Confisca di 700mila euro a imprenditore di Pomezia per frode IVA

La Guardia di Finanza di Roma ha eseguito un decreto nei confronti di una società per indebita compensazione di crediti tributari inesistenti
Roma, 24 giugno 2026 – La Guardia di Finanza di Roma ha eseguito un decreto di confisca definitiva per un valore superiore a 700mila euro nei confronti di una società con sede a Pomezia. Il provvedimento, emesso dalla Procura Generale presso la Corte d’Appello di Roma, conclude un procedimento giudiziario conclusosi con sentenza irrevocabile di condanna per indebita compensazione di crediti IVA inesistenti.
L’indagine, delegata dalla Procura della Repubblica di Velletri e condotta dai militari della Compagnia di Pomezia, ha accertato come la società avesse ridotto il proprio debito erariale attraverso l’esposizione di crediti tributari fittizi, artificiosamente creati per eludere il versamento delle imposte dovute.
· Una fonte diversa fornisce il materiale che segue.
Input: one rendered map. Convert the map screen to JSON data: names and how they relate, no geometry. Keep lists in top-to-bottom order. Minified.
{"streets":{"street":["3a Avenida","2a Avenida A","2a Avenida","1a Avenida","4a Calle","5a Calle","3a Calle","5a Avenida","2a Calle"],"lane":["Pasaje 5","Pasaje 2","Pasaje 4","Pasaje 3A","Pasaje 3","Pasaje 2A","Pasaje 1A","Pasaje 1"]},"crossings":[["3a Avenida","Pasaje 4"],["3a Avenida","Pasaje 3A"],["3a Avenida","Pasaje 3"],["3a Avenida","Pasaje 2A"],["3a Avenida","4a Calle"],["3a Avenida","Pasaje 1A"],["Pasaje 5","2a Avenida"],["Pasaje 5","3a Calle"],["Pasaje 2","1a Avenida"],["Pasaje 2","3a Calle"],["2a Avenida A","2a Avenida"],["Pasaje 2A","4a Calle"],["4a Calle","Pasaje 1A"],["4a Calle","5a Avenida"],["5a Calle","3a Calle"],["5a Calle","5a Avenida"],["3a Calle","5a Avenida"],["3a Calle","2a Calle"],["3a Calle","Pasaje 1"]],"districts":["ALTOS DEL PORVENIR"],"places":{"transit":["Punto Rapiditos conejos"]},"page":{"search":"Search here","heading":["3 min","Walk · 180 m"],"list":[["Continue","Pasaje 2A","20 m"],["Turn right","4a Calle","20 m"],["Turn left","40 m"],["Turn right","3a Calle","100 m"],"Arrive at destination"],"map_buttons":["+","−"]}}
Le risultanze delle indagini economico-finanziarie hanno permesso di ricostruire l’entità del profitto del reato.
La confisca, eseguita anche per equivalente, ha interessato quattro unità immobiliari nel Comune di Aprilia, in provincia di Latina, riconducibili al rappresentante legale dell’impresa. Il reato di frode IVA arreca un duplice danno: determina un mancato gettito per l’Erario e al contempo garantisce all’impresa che evade un indebito vantaggio competitivo a discapito degli operatori economici rispettosi delle regole.